====== Collected material ======

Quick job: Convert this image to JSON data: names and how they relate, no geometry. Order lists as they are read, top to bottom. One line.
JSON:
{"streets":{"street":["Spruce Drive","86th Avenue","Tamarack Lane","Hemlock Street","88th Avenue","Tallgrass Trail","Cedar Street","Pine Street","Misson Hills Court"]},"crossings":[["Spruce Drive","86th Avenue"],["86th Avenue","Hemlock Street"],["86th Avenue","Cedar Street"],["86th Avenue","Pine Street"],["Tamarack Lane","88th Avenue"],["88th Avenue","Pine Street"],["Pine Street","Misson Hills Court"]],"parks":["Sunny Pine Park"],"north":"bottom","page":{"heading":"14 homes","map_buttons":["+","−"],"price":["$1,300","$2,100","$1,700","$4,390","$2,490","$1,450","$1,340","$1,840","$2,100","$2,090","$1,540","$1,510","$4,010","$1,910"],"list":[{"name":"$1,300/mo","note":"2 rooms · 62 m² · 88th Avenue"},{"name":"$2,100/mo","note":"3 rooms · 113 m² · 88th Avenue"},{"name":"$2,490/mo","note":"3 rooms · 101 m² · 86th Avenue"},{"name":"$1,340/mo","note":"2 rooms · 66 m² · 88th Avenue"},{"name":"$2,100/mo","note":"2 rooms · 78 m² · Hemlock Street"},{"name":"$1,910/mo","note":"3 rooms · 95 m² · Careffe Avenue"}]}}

======

-- Exercise requirements --
If a line above holds the string "JSON", copy it out.

-- Answer space --
Quick job: Convert this image to JSON data: names and how they relate, no geometry. Order lists as they are read, top to bottom. One line.
JSON:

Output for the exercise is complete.